**EXERCISE AIM**
The entire listing below is to be reproduced exactly.

-------

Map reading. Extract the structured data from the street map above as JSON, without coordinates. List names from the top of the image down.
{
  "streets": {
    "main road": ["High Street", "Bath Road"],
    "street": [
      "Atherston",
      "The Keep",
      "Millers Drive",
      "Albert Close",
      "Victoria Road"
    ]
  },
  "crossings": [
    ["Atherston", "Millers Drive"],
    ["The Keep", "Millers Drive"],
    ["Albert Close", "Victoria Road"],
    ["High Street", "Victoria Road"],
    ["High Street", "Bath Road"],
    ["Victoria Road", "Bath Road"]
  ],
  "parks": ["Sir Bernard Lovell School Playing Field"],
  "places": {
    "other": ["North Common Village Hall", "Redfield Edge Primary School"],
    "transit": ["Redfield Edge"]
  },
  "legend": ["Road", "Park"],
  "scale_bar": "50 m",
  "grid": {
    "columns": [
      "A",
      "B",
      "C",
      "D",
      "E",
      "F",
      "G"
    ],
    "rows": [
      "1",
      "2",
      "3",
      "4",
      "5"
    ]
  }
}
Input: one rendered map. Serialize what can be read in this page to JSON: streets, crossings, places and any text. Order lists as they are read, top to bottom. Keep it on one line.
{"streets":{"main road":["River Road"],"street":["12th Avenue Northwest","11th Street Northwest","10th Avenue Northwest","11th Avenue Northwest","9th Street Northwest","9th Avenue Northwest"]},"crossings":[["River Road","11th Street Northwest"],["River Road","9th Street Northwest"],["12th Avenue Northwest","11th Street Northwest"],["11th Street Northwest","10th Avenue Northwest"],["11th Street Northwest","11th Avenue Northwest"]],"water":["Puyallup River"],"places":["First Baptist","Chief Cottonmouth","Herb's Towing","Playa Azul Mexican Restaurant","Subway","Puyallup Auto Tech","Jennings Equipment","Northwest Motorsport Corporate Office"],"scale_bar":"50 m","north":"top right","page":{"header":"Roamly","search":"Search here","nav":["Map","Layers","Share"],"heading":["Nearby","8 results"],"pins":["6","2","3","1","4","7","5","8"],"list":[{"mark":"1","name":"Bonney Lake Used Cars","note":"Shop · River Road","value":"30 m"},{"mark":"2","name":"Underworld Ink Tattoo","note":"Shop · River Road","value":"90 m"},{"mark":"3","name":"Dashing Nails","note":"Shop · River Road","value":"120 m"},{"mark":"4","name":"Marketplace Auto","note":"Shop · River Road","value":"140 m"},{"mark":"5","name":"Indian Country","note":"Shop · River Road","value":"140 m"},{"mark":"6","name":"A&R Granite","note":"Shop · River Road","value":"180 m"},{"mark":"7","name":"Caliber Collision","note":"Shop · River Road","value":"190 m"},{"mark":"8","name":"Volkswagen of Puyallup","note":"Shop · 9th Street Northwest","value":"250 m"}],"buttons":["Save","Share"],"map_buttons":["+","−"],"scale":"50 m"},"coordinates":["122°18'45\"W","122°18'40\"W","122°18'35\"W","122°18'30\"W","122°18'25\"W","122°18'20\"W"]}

-------

**RESPONSE BELOW**
Map reading. Extract the structured data from the street map above as JSON, without coordinates. List names from the top of the image down.
{
  "streets": {
    "main road": ["High Street", "Bath Road"],
    "street": [
      "Atherston",
      "The Keep",
      "Millers Drive",
      "Albert Close",
      "Victoria Road"
    ]
  },
  "crossings": [
    ["Atherston", "Millers Drive"],
    ["The Keep", "Millers Drive"],
    ["Albert Close", "Victoria Road"],
    ["High Street", "Victoria Road"],
    ["High Street", "Bath Road"],
    ["Victoria Road", "Bath Road"]
  ],
  "parks": ["Sir Bernard Lovell School Playing Field"],
  "places": {
    "other": ["North Common Village Hall", "Redfield Edge Primary School"],
    "transit": ["Redfield Edge"]
  },
  "legend": ["Road", "Park"],
  "scale_bar": "50 m",
  "grid": {
    "columns": [
      "A",
      "B",
      "C",
      "D",
      "E",
      "F",
      "G"
    ],
    "rows": [
      "1",
      "2",
      "3",
      "4",
      "5"
    ]
  }
}
Input: one rendered map. Serialize what can be read in this page to JSON: streets, crossings, places and any text. Order lists as they are read, top to bottom. Keep it on one line.
{"streets":{"main road":["River Road"],"street":["12th Avenue Northwest","11th Street Northwest","10th Avenue Northwest","11th Avenue Northwest","9th Street Northwest","9th Avenue Northwest"]},"crossings":[["River Road","11th Street Northwest"],["River Road","9th Street Northwest"],["12th Avenue Northwest","11th Street Northwest"],["11th Street Northwest","10th Avenue Northwest"],["11th Street Northwest","11th Avenue Northwest"]],"water":["Puyallup River"],"places":["First Baptist","Chief Cottonmouth","Herb's Towing","Playa Azul Mexican Restaurant","Subway","Puyallup Auto Tech","Jennings Equipment","Northwest Motorsport Corporate Office"],"scale_bar":"50 m","north":"top right","page":{"header":"Roamly","search":"Search here","nav":["Map","Layers","Share"],"heading":["Nearby","8 results"],"pins":["6","2","3","1","4","7","5","8"],"list":[{"mark":"1","name":"Bonney Lake Used Cars","note":"Shop · River Road","value":"30 m"},{"mark":"2","name":"Underworld Ink Tattoo","note":"Shop · River Road","value":"90 m"},{"mark":"3","name":"Dashing Nails","note":"Shop · River Road","value":"120 m"},{"mark":"4","name":"Marketplace Auto","note":"Shop · River Road","value":"140 m"},{"mark":"5","name":"Indian Country","note":"Shop · River Road","value":"140 m"},{"mark":"6","name":"A&R Granite","note":"Shop · River Road","value":"180 m"},{"mark":"7","name":"Caliber Collision","note":"Shop · River Road","value":"190 m"},{"mark":"8","name":"Volkswagen of Puyallup","note":"Shop · 9th Street Northwest","value":"250 m"}],"buttons":["Save","Share"],"map_buttons":["+","−"],"scale":"50 m"},"coordinates":["122°18'45\"W","122°18'40\"W","122°18'35\"W","122°18'30\"W","122°18'25\"W","122°18'20\"W"]}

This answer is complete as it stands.